Bike-drafting device ready to be tested

Wanaka businessman and former professional triathlete James Elvery is making progress on his Race...
Wanaka businessman and former professional triathlete James Elvery is making progress on his Race Ranger drafting-detection warning system. PHOTO: MARJORIE COOK
A former professional triathlete has come up with a way to keep his former competition honest and is ready to test the device.

Wanaka businessman James Elvery and fellow professional triathlete Dylan McNeice, of Christchurch, have designed technology which can detect drafting during the bike leg of long-distance triathlons.

Drafting is when an athlete gains a benefit from resting in the slipstream of the person in front. It is legal in some forms of triathlon, but is banned in ironman, long-distance events and para wheelchair racing.
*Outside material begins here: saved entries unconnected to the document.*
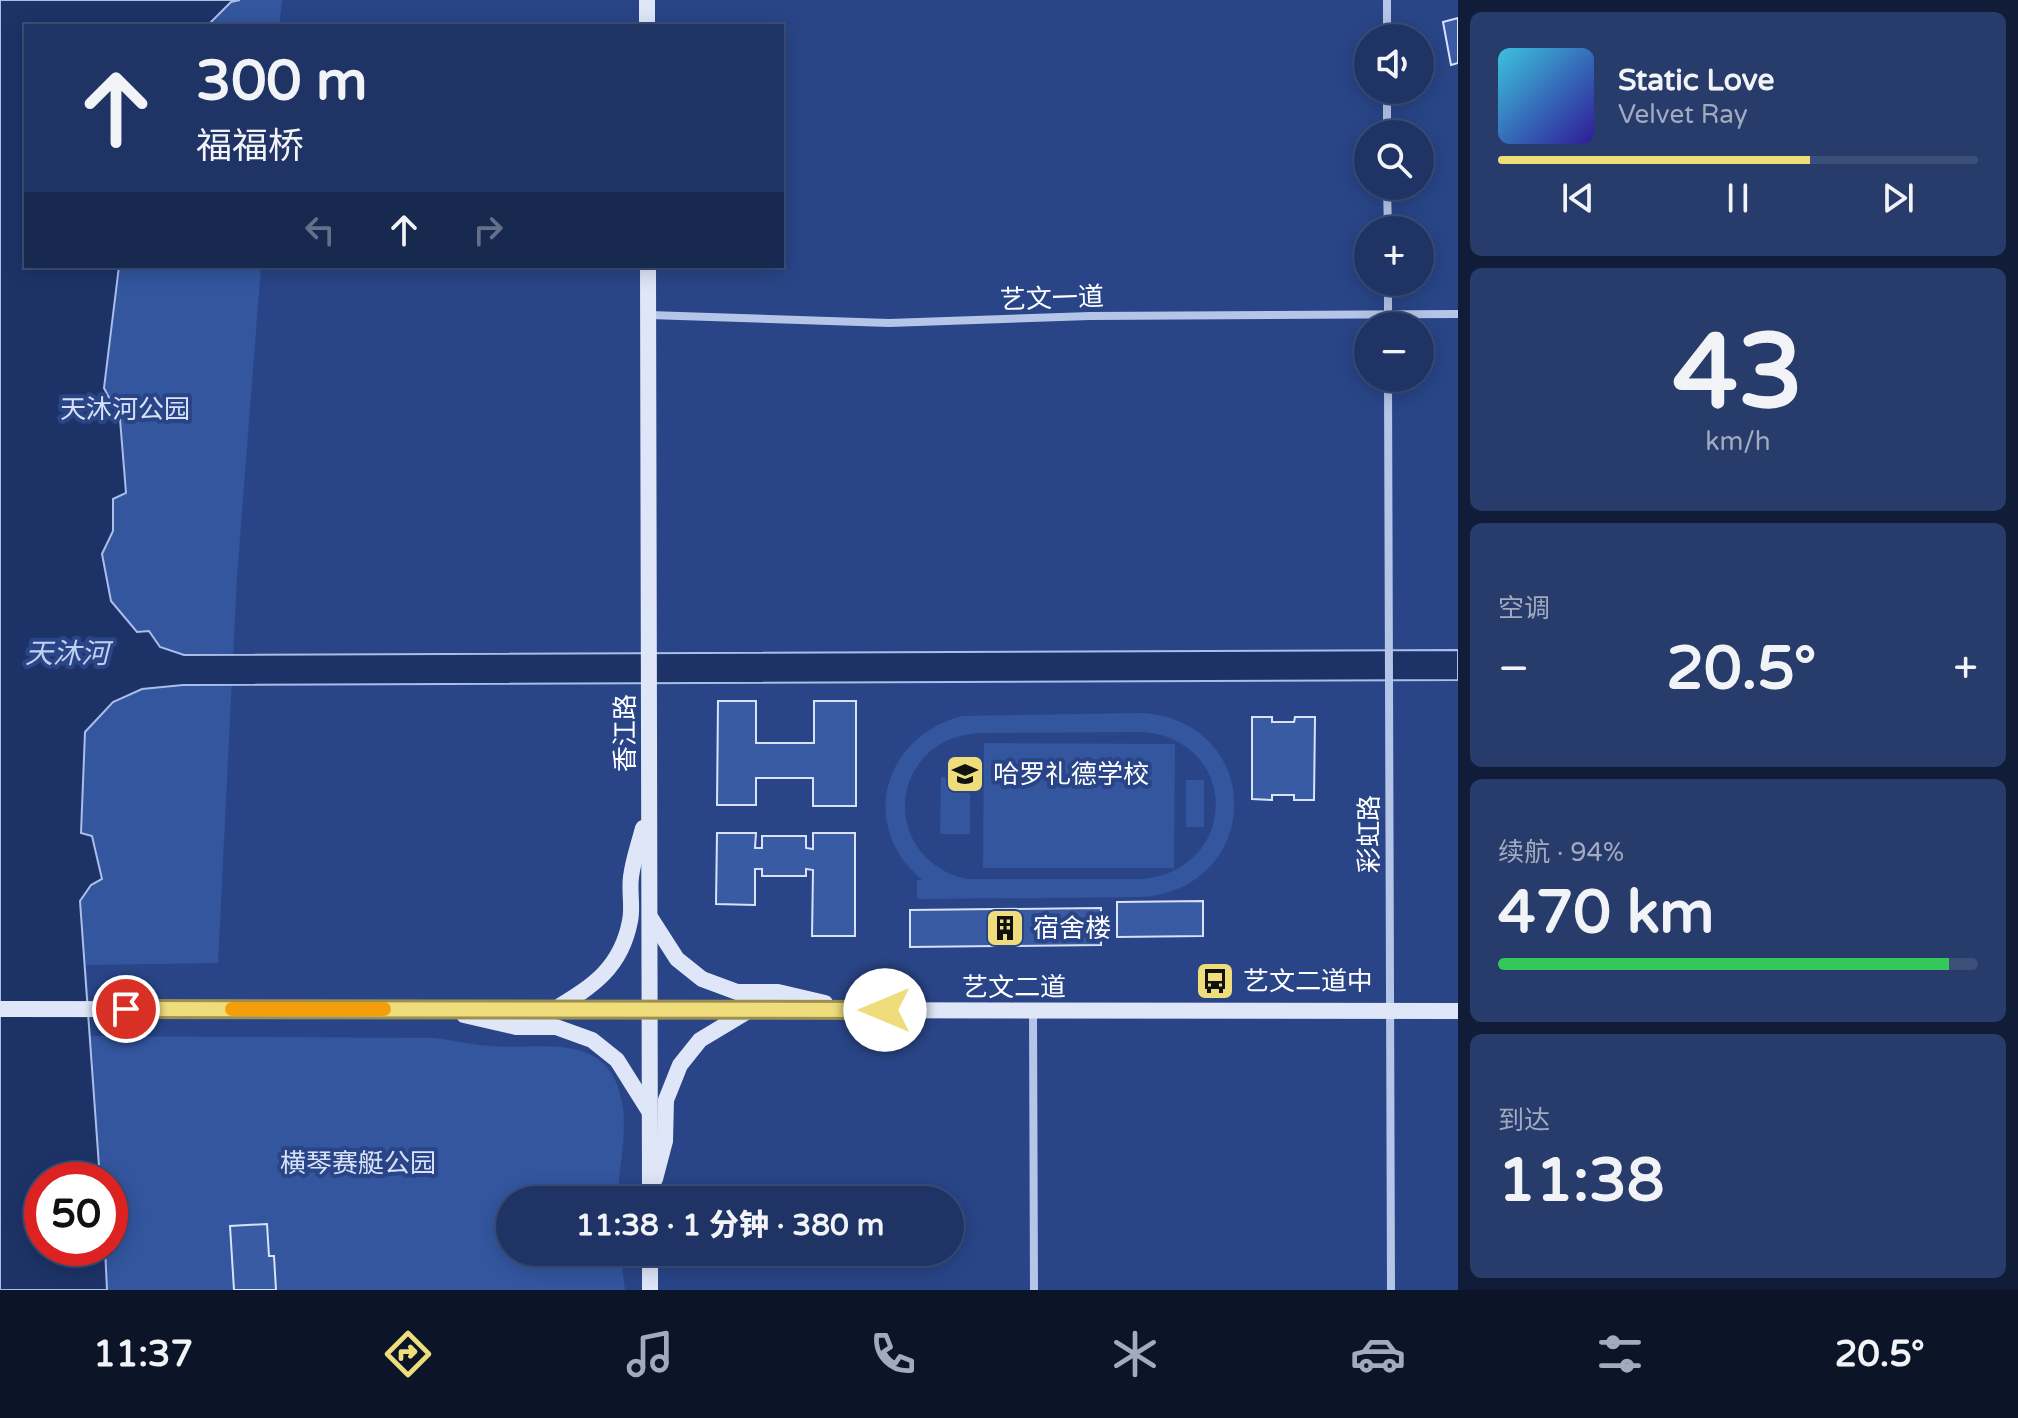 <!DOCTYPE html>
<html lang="zh">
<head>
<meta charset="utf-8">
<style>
	body { margin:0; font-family:"Varela Round","Noto Sans SC",sans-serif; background:#273c6b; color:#f1f3f6; height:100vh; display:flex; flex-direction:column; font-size:30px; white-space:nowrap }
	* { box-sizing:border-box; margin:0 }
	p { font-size:26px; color:#a1aabf }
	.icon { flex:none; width:44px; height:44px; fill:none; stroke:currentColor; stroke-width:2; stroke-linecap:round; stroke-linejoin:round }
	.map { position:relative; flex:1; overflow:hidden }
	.sheet { display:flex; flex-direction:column; gap:12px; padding:12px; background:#111d38; width:560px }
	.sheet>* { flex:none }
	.top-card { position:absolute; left:24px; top:24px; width:760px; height:244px; border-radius:0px; box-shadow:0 4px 20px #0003,0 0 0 2px #3c4f79; background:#1f3465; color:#f1f3f6; overflow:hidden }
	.tools { position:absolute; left:1354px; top:24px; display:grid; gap:16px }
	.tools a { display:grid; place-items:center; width:80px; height:80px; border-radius:50%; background:#1f3465; box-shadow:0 4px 20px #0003,0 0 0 2px #3c4f79; font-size:40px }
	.speed { position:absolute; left:24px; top:1162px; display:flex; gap:16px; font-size:40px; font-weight:700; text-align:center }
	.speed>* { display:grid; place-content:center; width:104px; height:104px; border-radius:50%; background:#1f3465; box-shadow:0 4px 20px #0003,0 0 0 2px #3c4f79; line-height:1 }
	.speed .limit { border:12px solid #d22; background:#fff; color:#111 }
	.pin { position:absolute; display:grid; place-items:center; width:68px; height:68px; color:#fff; margin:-34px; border:4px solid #fff; border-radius:50%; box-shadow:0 2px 8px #0007 }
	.me { position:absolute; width:88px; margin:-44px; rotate:270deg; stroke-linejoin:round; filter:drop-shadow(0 0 6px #0008) }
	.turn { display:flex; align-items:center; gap:28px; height:168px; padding:0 40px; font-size:36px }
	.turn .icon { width:104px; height:104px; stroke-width:2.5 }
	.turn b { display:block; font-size:56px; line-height:68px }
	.lanes { display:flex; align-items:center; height:76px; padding:0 40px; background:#0003; justify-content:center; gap:40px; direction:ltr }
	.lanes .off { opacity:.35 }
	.big { font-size:60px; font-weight:800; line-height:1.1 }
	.sheet .tile { flex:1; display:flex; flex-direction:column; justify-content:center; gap:12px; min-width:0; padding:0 28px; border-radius:12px; background:#273c6b }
	.sheet .dial { align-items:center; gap:0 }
	.dial b { font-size:104px; line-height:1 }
	.song { display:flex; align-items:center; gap:24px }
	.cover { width:96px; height:96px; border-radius:12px; background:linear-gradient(135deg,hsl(190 70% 55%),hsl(250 70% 35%)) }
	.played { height:8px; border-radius:4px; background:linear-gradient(90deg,#efdd7c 65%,#3c4f79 65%) }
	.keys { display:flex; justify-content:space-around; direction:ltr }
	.heat { display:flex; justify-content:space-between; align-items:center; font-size:44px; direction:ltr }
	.charge { height:12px; border-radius:6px; background:linear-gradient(90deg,#34c759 94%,#3c4f79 0) }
	.trip { position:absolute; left:496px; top:1186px; width:468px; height:80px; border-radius:40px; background:#1f3465; box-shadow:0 4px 20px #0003,0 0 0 2px #3c4f79; font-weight:800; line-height:80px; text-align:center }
	.tabs { display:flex; height:128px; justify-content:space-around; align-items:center; background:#0c1528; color:#a1aabf }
	.tabs .icon { width:56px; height:56px }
	.tabs .current { color:#efdd7c }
	.tabs b { font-size:36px; color:#f1f3f6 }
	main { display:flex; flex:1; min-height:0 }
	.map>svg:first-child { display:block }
	.green { fill:#33569f; fill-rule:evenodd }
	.water { fill:#1d3368; stroke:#aabee8; stroke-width:2 }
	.building { fill:#395ba4; stroke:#d8e2f7; stroke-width:2 }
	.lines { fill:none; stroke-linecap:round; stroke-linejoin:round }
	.street { stroke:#b5c5e8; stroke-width:8 }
	.secondary { stroke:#dfe6f7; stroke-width:16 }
	.route-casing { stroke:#9b9051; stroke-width:20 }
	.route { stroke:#efdd7c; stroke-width:14 }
	.slow { stroke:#f59e0b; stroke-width:14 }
	.labels { text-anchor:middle; stroke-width:8; stroke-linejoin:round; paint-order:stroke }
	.street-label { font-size:26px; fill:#fff; stroke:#294587 }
	.park-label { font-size:26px; fill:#d8e2f7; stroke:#294587 }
	.poi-label { font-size:26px; fill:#fff; stroke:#294587; text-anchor:start }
	.water-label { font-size:28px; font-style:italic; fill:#c1d0ef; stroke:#294587 }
</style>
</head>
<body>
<main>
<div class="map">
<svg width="1458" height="1290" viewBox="0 0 1458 1290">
	<rect width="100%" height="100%" fill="#294587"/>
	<!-- green -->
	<g class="green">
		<path d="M 0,0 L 282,0 L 279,26 L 26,26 L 26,266 L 261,266 L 237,577 L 218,963 L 86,965 L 91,1036 L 435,1038 C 453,1040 472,1045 490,1046 C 542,1050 609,1030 622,1102 C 628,1134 618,1168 618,1200 L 510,1200 L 510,1252 L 620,1252 L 625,1290 L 0,1290 ZM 42,1180 L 110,1180 L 110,1248 L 42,1248 Z"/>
		<path d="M 1143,713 C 1264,722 1265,885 1144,897 L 917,899 L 917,880 L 922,880 C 915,873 907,866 901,857 C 863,798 899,732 962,716 ZM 1143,732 C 1240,740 1240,869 1143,879 L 966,879 C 878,857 888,740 978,733 Z"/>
		<path d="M 984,743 L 1175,744 L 1174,868 L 983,868 Z"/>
		<path d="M 941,777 L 970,777 L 970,834 L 940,834 Z"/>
		<rect x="1186" y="780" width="18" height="47"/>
	</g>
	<!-- water -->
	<path class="water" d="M 0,0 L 240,0 L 231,2 L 207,26 L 26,26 L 26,266 L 119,266 L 104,388 L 120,419 L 126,493 L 113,499 L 113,531 L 102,554 L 111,601 L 137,632 L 149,631 L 160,647 L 184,655 L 1458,650 L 1458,680 L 183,685 L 142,689 L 113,702 L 85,732 L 81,833 L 92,836 L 102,879 L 91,885 L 80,901 L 100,1180 L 42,1180 L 42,1248 L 105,1248 L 107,1290 L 0,1290 Z"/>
	<!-- building -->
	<g class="building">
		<path d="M 1458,18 L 1458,63 L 1451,65 L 1443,22 Z"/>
		<path d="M 718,701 L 756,701 L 756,743 L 814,743 L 814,701 L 856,701 L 856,806 L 813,806 L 813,778 L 756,778 L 756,805 L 717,805 Z"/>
		<path d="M 1252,717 L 1272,717 L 1272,722 L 1294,722 L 1295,717 L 1315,717 L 1314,800 L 1294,800 L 1294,795 L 1272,795 L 1272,800 L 1252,799 Z"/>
		<path d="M 717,833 L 756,833 L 755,848 L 762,848 L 762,836 L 806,836 L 806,848 L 813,849 L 813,833 L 855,833 L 855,936 L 812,936 L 813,870 L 806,869 L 806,876 L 762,876 L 762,869 L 755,869 L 755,905 L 716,904 Z"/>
		<path d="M 1203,901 L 1203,936 L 1117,937 L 1117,902 Z"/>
		<path d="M 1101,908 L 1101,945 L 910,947 L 910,910 Z"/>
		<path d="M 267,1224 L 269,1256 L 274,1256 L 276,1290 L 234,1290 L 230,1226 Z"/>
	</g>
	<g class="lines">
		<!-- street -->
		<g class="street">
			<path d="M 1387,0 L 1387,38"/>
			<path d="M 1387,90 L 1387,134"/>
			<path d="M 1387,186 L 1388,230"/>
			<path d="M 1388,282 L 1388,326"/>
			<path d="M 649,315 L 889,323 L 1090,316 L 1458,314"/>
			<path d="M 1388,378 L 1391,1290"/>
			<path d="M 1033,1011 L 1034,1290"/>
		</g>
		<!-- secondary -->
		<g class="secondary">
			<path d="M 647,0 L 647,26"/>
			<path d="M 648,266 L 650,1200"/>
			<path d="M 650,917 L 677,959 L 702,979 L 737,992 L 778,992 L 825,1003"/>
			<path d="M 0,1009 L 1458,1011"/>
			<path d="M 555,1009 C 593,986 621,968 630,921 C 633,907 629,891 631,877 C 633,860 639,844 643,828"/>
			<path d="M 464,1015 L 516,1027 L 556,1027 L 592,1040 L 617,1060 L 649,1111"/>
			<path d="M 655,1179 L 665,1141 L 666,1100 L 680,1065 L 700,1040 L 750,1010"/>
			<path d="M 650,1252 L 650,1290"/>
		</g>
	</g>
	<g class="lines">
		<defs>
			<path id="route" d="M 126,1009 L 885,1010"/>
		</defs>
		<!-- route casing -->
		<use href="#route" class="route-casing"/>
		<!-- route -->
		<use href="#route" class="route"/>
		<!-- slow -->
		<path class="slow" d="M 232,1009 L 384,1009"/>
	</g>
	<!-- icons -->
	<defs>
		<symbol id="school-square" viewBox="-11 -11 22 22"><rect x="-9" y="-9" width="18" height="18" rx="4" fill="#efdd7c" stroke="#294587"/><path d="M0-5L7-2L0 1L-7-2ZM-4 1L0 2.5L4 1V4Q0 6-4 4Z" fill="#111"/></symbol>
		<symbol id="building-square" viewBox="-11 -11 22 22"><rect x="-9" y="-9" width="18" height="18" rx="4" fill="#efdd7c" stroke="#294587"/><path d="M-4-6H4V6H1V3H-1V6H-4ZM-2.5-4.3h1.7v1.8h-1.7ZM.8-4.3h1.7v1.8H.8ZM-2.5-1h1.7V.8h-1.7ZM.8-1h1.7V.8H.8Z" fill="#111"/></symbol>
		<symbol id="bus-square" viewBox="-11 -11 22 22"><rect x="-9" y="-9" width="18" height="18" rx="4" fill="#efdd7c" stroke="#294587"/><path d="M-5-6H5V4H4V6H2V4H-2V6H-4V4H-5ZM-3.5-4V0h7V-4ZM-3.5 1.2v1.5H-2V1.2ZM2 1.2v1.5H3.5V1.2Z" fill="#111"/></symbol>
	</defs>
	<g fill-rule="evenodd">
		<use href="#school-square" x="943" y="752" width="44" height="44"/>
		<use href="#building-square" x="983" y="906" width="44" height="44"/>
		<use href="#bus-square" x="1193" y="959" width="44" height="44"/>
	</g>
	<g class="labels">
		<!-- street labels -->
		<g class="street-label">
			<text transform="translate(1052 298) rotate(-2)" y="9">艺文一道</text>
			<text transform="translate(625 733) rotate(-90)" y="9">香江路</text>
			<text transform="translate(1369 834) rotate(-90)" y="9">彩虹路</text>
			<text x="1014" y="996">艺文二道</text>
		</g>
		<!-- park labels -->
		<g class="park-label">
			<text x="125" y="418">天沐河公园</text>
			<text x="358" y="1172">横琴赛艇公园</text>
		</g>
		<!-- poi labels -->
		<g class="poi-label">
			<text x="993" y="783">哈罗礼德学校</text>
			<text x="1033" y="937">宿舍楼</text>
			<text x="1243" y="990">艺文二道中</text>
		</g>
		<!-- water labels -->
		<g class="water-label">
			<text x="67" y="663">天沐河</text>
		</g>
	</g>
</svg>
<div class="tools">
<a><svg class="icon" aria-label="sound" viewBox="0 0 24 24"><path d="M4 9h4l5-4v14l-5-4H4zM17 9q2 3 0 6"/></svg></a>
<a><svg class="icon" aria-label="search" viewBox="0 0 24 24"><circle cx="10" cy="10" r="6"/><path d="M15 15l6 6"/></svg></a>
<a>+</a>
<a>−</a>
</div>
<div class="speed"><div class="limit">50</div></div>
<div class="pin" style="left:126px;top:1009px;background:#d93025"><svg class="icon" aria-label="arrive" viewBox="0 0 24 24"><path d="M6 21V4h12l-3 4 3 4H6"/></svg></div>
<svg class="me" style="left:885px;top:1010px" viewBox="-20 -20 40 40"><circle r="19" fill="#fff"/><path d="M0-13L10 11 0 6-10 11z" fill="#efdd7c"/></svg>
<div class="trip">11:38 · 1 分钟 · 380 m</div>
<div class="top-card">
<div class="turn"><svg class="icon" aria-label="ahead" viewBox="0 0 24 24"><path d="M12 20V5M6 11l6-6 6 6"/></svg><div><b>300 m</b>福福桥</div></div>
<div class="lanes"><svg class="icon off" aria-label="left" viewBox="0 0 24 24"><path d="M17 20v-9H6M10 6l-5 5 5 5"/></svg><svg class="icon" aria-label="ahead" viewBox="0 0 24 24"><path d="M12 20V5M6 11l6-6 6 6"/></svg><svg class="icon off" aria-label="right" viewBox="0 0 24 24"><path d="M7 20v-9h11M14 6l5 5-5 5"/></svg></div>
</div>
</div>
<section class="sheet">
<div class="tile">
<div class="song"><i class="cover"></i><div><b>Static Love</b><p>Velvet Ray</p></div></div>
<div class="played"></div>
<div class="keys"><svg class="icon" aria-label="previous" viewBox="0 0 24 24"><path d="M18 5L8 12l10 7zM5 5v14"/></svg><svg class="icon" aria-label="pause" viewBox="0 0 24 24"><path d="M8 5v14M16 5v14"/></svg><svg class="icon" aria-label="next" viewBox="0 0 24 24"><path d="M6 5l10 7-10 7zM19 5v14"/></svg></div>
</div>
<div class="tile dial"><b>43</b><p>km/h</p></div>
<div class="tile"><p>空调</p>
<div class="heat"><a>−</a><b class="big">20.5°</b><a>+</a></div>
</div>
<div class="tile"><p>续航 · 94%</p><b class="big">470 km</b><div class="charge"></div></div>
<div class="tile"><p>到达</p><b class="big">11:38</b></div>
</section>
</main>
<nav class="tabs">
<b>11:37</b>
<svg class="icon current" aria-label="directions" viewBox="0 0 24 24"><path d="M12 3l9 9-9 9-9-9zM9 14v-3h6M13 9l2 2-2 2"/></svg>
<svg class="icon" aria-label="music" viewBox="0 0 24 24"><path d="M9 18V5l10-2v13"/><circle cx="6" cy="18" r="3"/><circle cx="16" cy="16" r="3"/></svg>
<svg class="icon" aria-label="phone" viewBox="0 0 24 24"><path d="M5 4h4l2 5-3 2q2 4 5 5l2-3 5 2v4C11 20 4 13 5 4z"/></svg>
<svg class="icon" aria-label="climate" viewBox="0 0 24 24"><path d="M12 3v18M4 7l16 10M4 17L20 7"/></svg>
<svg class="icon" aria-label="car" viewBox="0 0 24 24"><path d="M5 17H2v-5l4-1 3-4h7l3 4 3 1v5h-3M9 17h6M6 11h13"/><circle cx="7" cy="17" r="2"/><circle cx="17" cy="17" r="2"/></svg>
<svg class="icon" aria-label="filters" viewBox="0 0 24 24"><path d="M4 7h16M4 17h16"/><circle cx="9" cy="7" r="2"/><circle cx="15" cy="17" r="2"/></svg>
<b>20.5°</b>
</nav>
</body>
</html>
Called the Race Ranger, it works by attaching two devices at the back and front of the bike which send a series of warning signals as the cyclist approaches and enters the drafting zone.

Last year, the pair successfully raised $180,000 in capital and a trial run of 50 have been manufactured in China.

Mr Elvery, who is also the project manager, said he was now getting ready to test the devices in March.

"We were going to use them for Challenge Wanaka but they’ve cancelled the professional field. The best group to trial them is the professional field because there are usually only about 15 ... so we will now be testing them at Ironman New Zealand, which is the first weekend in March," he said.

If discussions go well at Ironman NZ, the next goal was to make enough devices to take to other large events organised by Ironman, Challenge Group, and the International Federation of World Triathlon.

Race Ranger was also talking to the Professional Triathletes Organisation.

Alongside the devices, an app was being built to used by race referees and officials, which had the potential to replace the current paper-based system of recording rule breaches.

A tracking element was also being introduced.

Mr Elvery said most triathletes did not intentionally set out to draft and could get quite anxious about being accused of cheating and receiving time penalites.

Race Ranger should remove that anxiety and give athletes a clear signal about when to begin overtaking, he said.

"As an athlete you know you shouldn’t do it but it is hard to avoid ... You don’t know if they [referees] will judge you."

It would also help referees identify the worst offenders.

"If you are actively trying to avoid it, you should not show up on the worst-five list," he said.

Race Ranger employed two postgraduate software engineers from Canterbury University to write the software, and Christchurch company I.L.R Electronics built the hardware.

Queenstown company 4Design has worked on the shape of the device and its enclosure.

Mr Elvery works part-time on the project while juggling a full-time job as a bicycle sales representative.

He and his wife, Tatiana, are also raising three children under 5.